Ce 20 septembre, ce verdict absolument scandaleux démontre aussi l’échec complet d’une stratégie judiciaire perdante. Depuis 5 ans, les avocats de la famille du défunt, proches du Parti Socialiste local, appellent «au calme», à «laisser faire la justice», ils ont dénoncé les manifestations contre les violences policières et ont tout fait pour obéir et laisser l’affaire entre les mains de l’institution.
Lors du procès, « les avocats de la famille de Steve ont pointé «une succession de défauts de prévision, d’imprudences, de manquements d’anticipation [qui] ont conduit à cette tragédie», estimant que les policiers ont été «d’une certaine façon» livrés à eux-mêmes ce soir-là » écrit le journal Le Monde. Plutôt que de dénoncer avec force l’ultra-violence de policiers radicalisés, ces avocats ont préféré victimiser… les policiers auteurs des violences. Comme si les agents dont les vidéos montrent qu’ils ont frappé, tiré, rigolé en voyant des jeunes tomber dans un fleuve, n’étaient pas responsables de leurs actes. Une stratégie moralement honteuse mais aussi perdante judiciairement.
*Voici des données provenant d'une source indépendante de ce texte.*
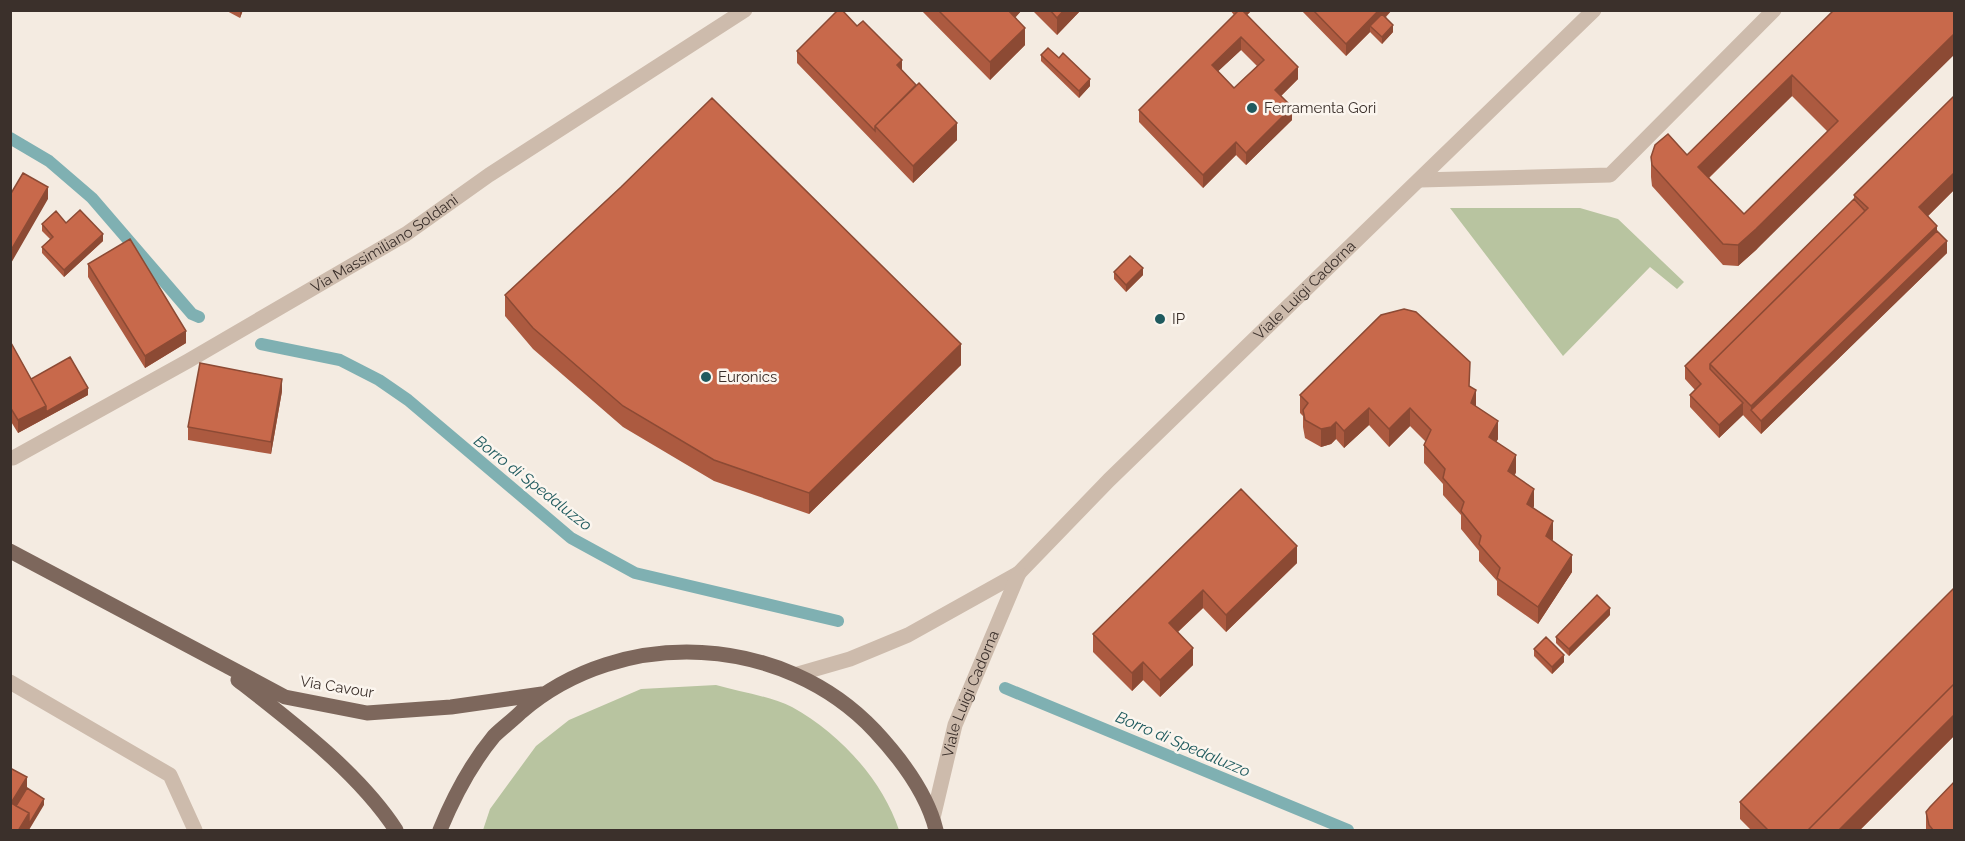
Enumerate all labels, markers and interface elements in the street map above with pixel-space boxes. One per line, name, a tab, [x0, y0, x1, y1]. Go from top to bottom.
place label: Ferramenta Gori	[1264, 99, 1376, 117]
marker: Ferramenta Gori	[1245, 101, 1259, 115]
street label: Via Massimiliano Soldani	[308, 191, 462, 296]
street label: Viale Luigi Cadorna	[1250, 237, 1359, 344]
place label: IP	[1172, 310, 1185, 328]
marker: IP	[1153, 312, 1167, 326]
place label: Euronics	[718, 368, 777, 386]
marker: Euronics	[699, 370, 713, 384]
water label: Borro di Spedaluzzo	[470, 431, 596, 535]
street label: Viale Luigi Cadorna	[939, 628, 1003, 759]
street label: Via Cavour	[299, 672, 376, 702]
water label: Borro di Spedaluzzo	[1113, 707, 1253, 781]

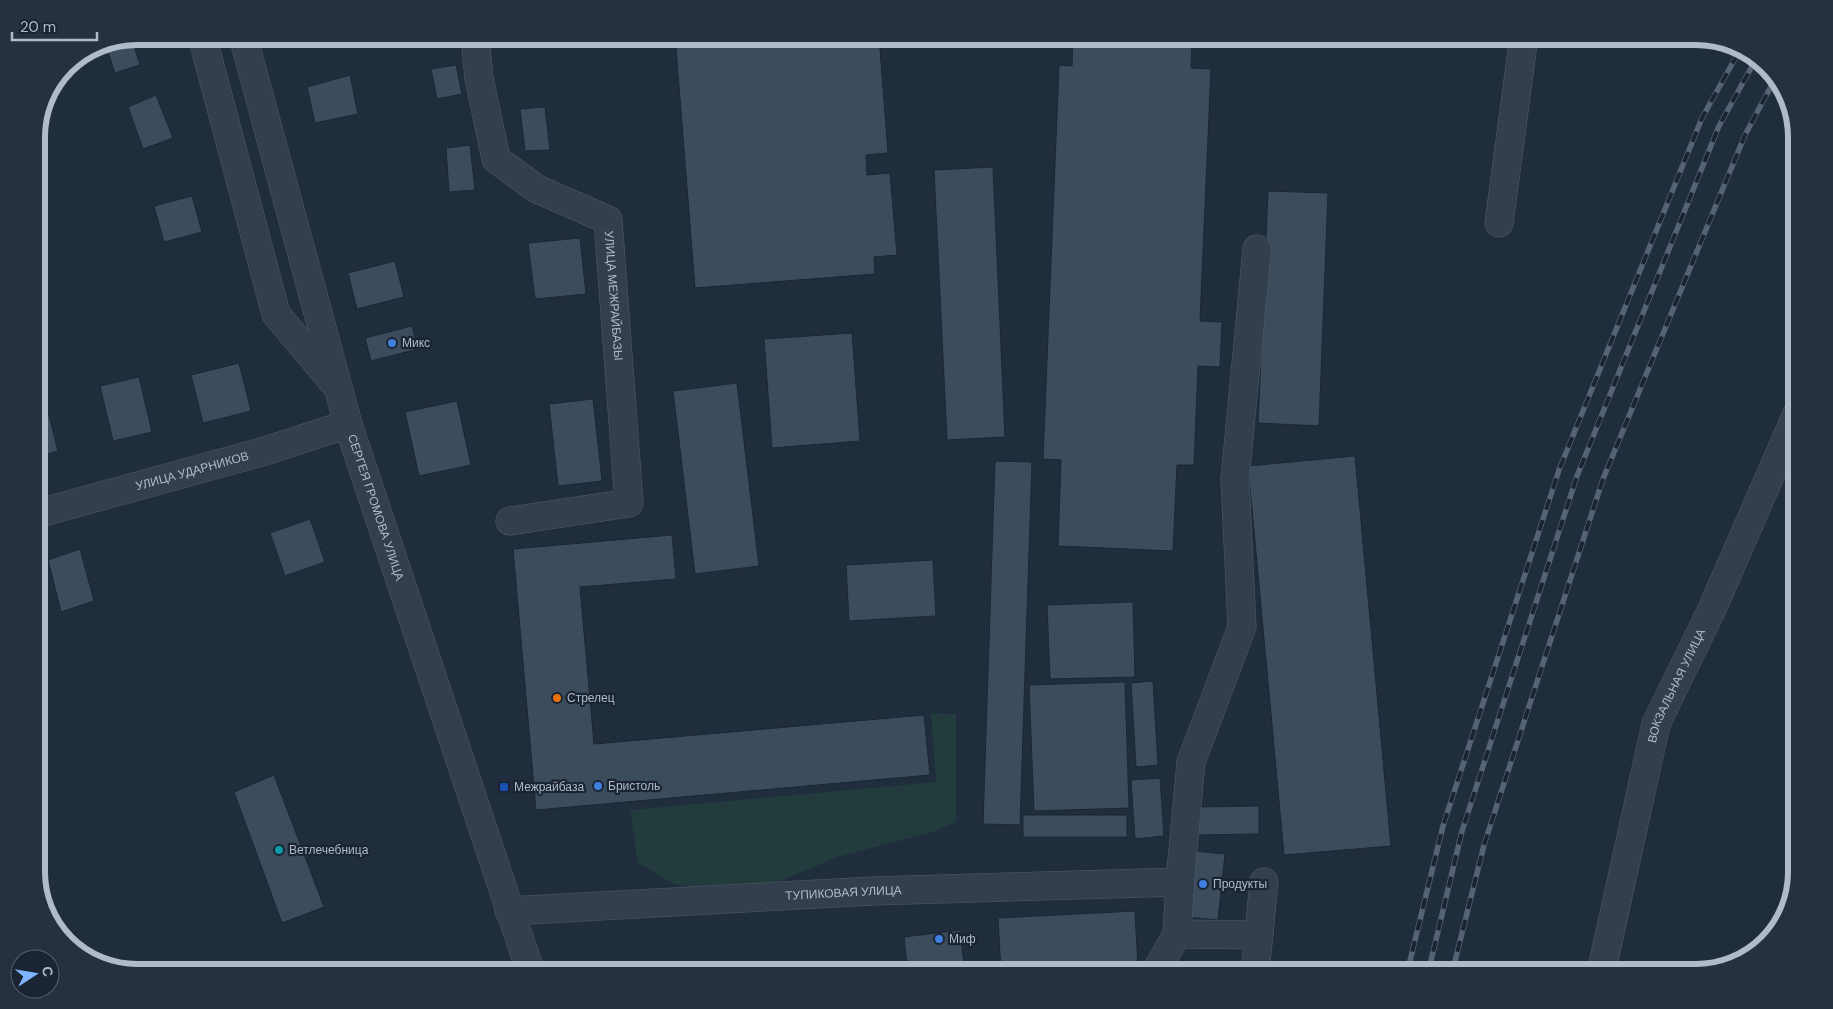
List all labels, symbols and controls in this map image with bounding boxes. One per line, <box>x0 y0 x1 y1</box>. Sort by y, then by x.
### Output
scale bar <box>12 10 98 42</box>
text: 20 m <box>20 17 56 37</box>
street label: УЛИЦА МЕЖРАЙБАЗЫ <box>601 230 626 361</box>
place label: Микс <box>402 335 430 351</box>
marker: Микс <box>386 337 398 349</box>
street label: СЕРГЕЯ ГРОМОВА УЛИЦА <box>344 432 408 583</box>
street label: УЛИЦА УДАРНИКОВ <box>134 448 251 494</box>
street label: ВОКЗАЛЬНАЯ УЛИЦА <box>1644 626 1709 744</box>
place label: Стрелец <box>567 690 615 706</box>
marker: Стрелец <box>551 692 563 704</box>
place label: Бристоль <box>608 778 660 794</box>
place label: Межрайбаза <box>514 779 584 795</box>
marker: Бристоль <box>592 780 604 792</box>
marker: Межрайбаза <box>498 781 510 793</box>
place label: Ветлечебница <box>289 842 369 858</box>
marker: Ветлечебница <box>273 844 285 856</box>
place label: Продукты <box>1213 876 1267 892</box>
marker: Продукты <box>1197 878 1209 890</box>
street label: ТУПИКОВАЯ УЛИЦА <box>785 882 902 904</box>
place label: Миф <box>949 931 976 947</box>
marker: Миф <box>933 933 945 945</box>
north arrow <box>10 949 60 999</box>
text: С <box>38 964 58 978</box>

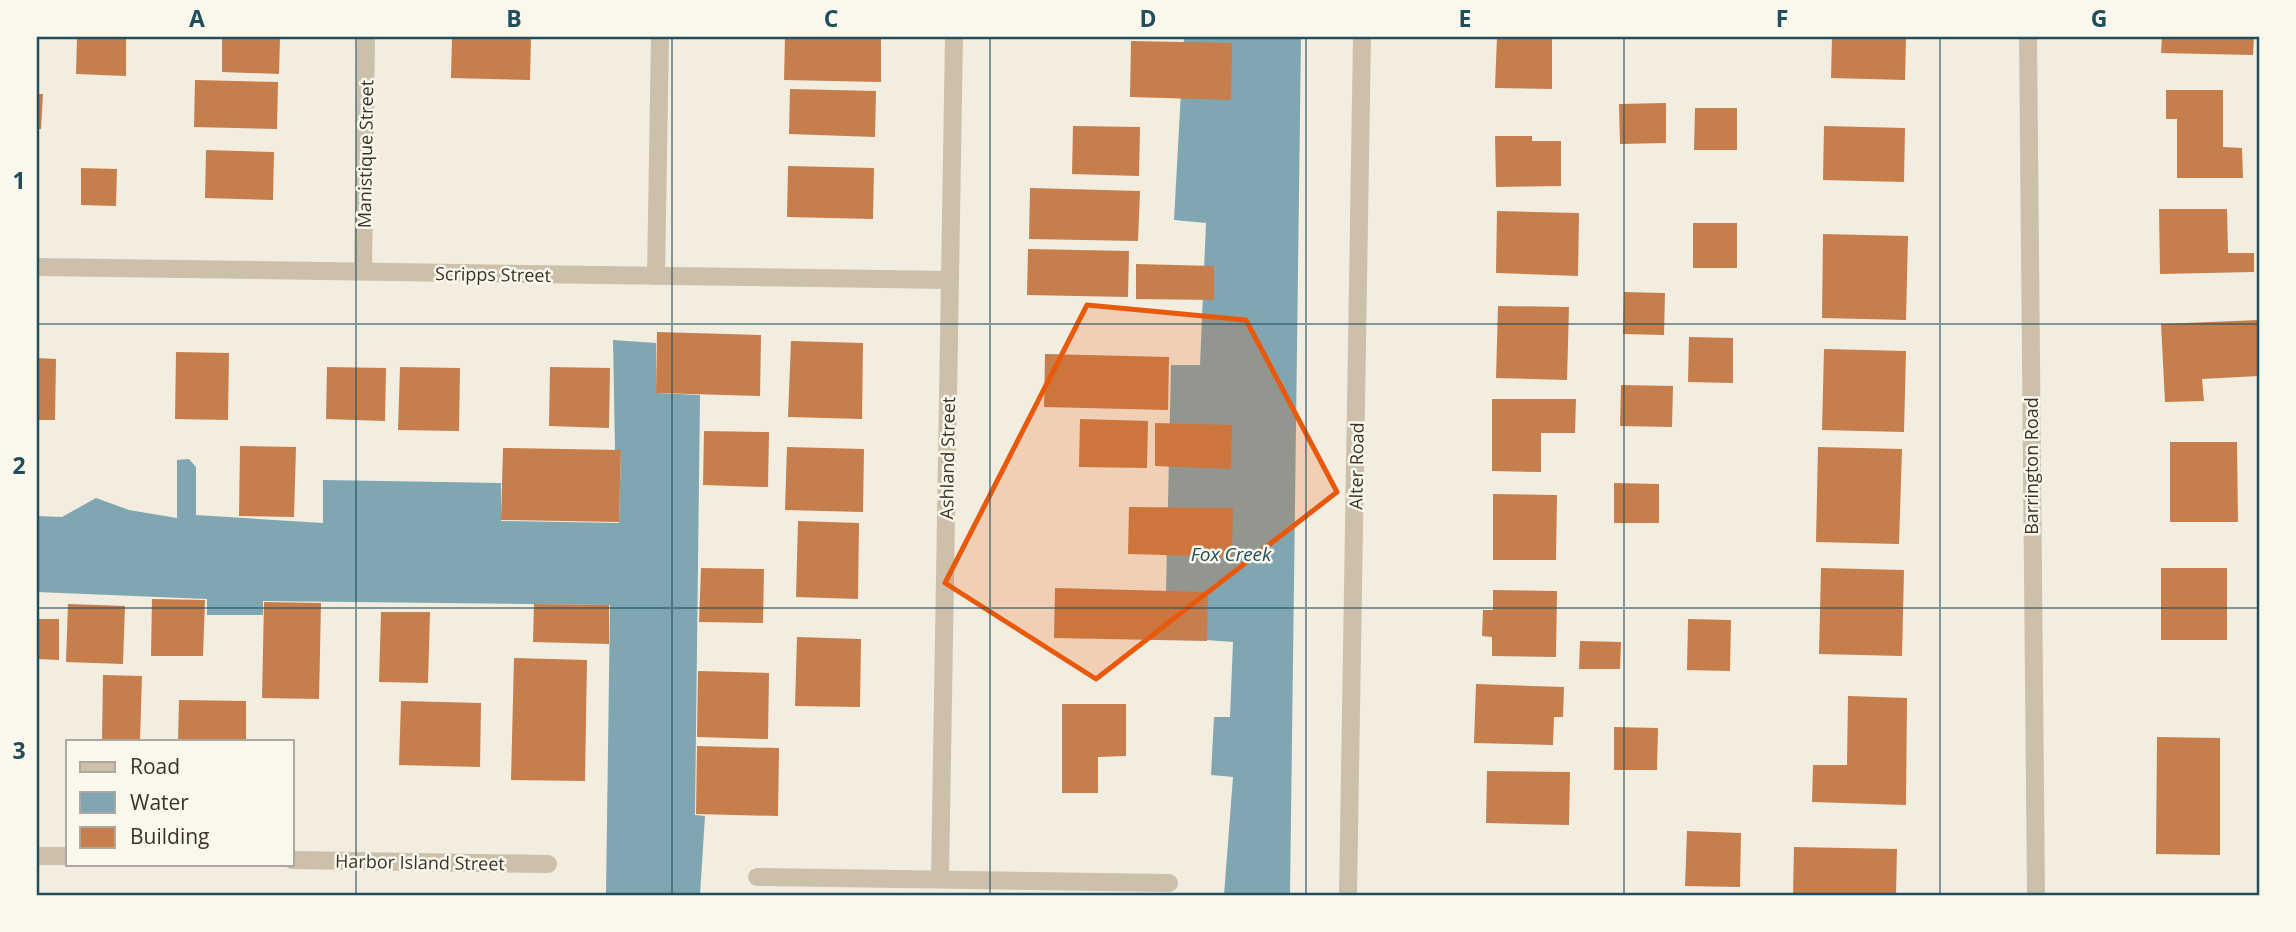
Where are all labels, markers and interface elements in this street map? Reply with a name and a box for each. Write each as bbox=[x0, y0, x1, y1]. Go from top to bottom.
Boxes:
text: A bbox=[189, 2, 205, 34]
text: B bbox=[506, 2, 522, 34]
text: C bbox=[824, 2, 838, 34]
text: D bbox=[1139, 2, 1157, 34]
text: E bbox=[1459, 2, 1471, 34]
text: F bbox=[1776, 2, 1788, 34]
text: G bbox=[2091, 2, 2107, 34]
street label: Manistique Street bbox=[352, 80, 378, 228]
text: 1 bbox=[12, 164, 26, 196]
street label: Scripps Street bbox=[435, 261, 551, 287]
street label: Ashland Street bbox=[934, 397, 960, 519]
street label: Barrington Road bbox=[2019, 397, 2043, 535]
street label: Alter Road bbox=[1343, 422, 1369, 510]
text: 2 bbox=[12, 449, 26, 481]
water label: Fox Creek bbox=[1191, 541, 1272, 567]
text: 3 bbox=[12, 734, 26, 766]
legend bbox=[66, 740, 294, 866]
text: Road bbox=[130, 752, 180, 780]
text: Water bbox=[130, 788, 189, 816]
text: Building bbox=[130, 822, 209, 850]
street label: Harbor Island Street bbox=[335, 849, 505, 875]

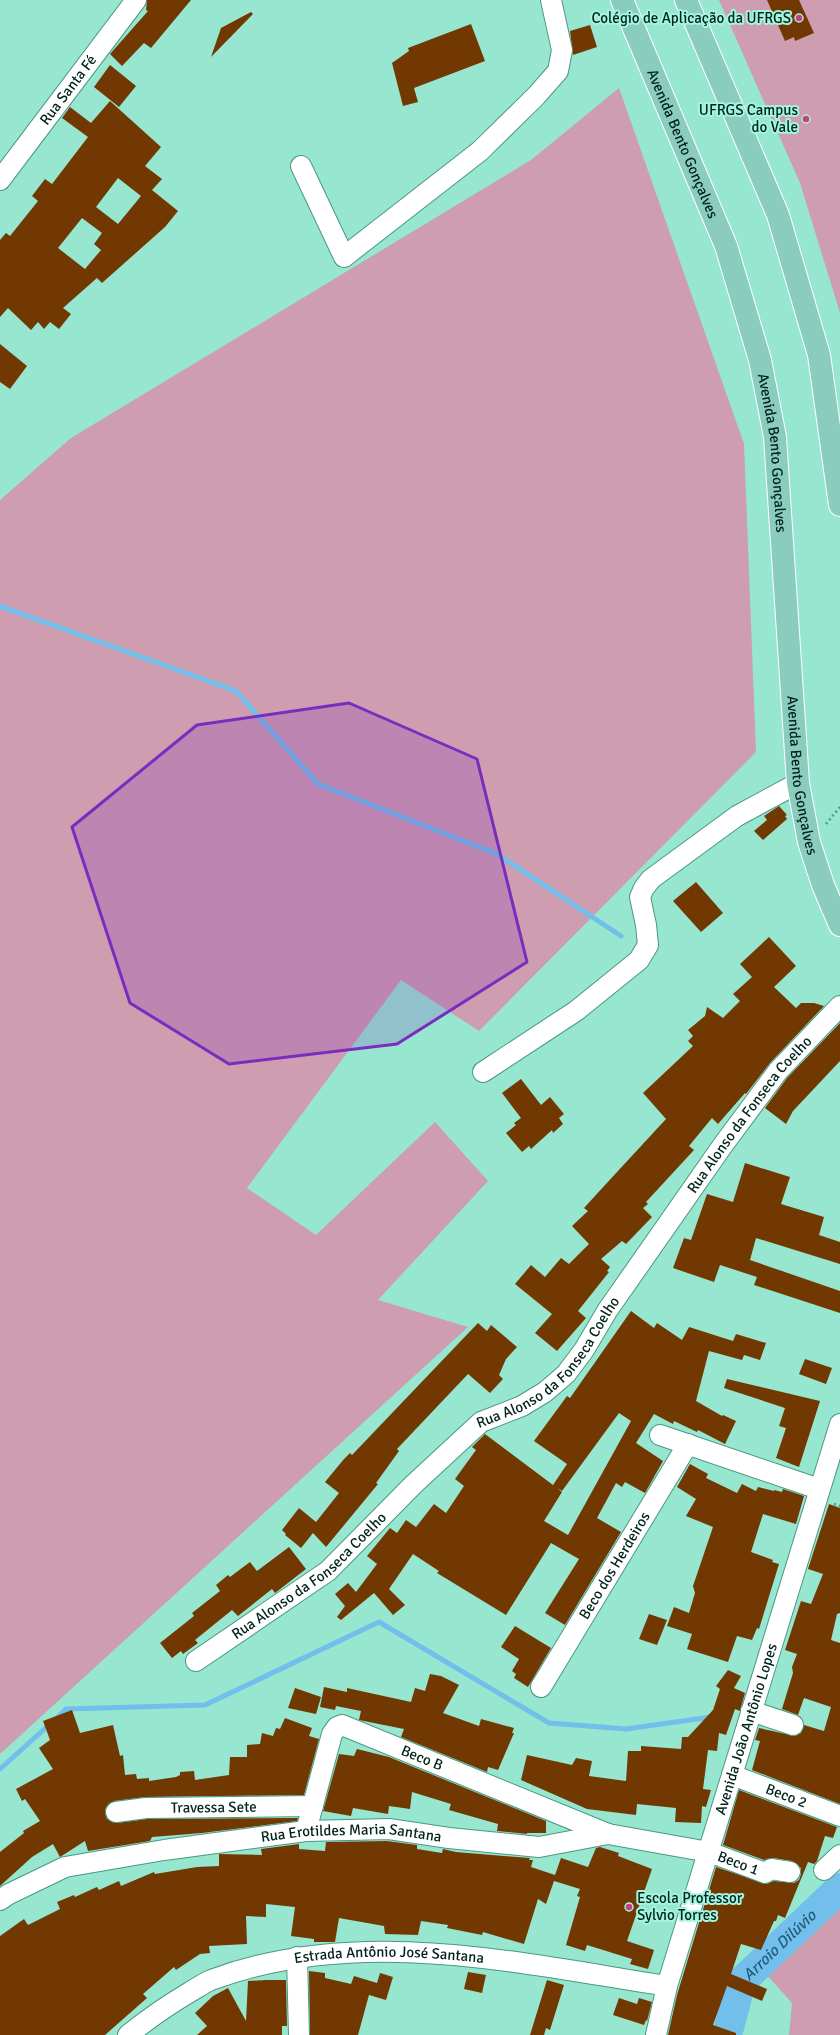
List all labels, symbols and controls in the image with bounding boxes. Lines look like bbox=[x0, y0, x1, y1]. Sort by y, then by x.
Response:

Voilà le résultat. Quand on «laisse faire la justice» et qu’on baisse la tête, celle-ci relaxe les policiers criminels. Sans rapport de force, c’est l’impunité totale.
La famille de Steve subit ainsi une violence inouïe, une de plus. Et toute la population nantaise, durablement choquée par la noyade de la fête de la musique et qui s’était mobilisée en 2019 avec des fresques, des collages et de nombreuses actions, peut avoir un goût amer ce vendredi.
À présent, la police sait qu’elle peut tuer un jeune qui danse un soir de fête de la musique sans même être inquiétée.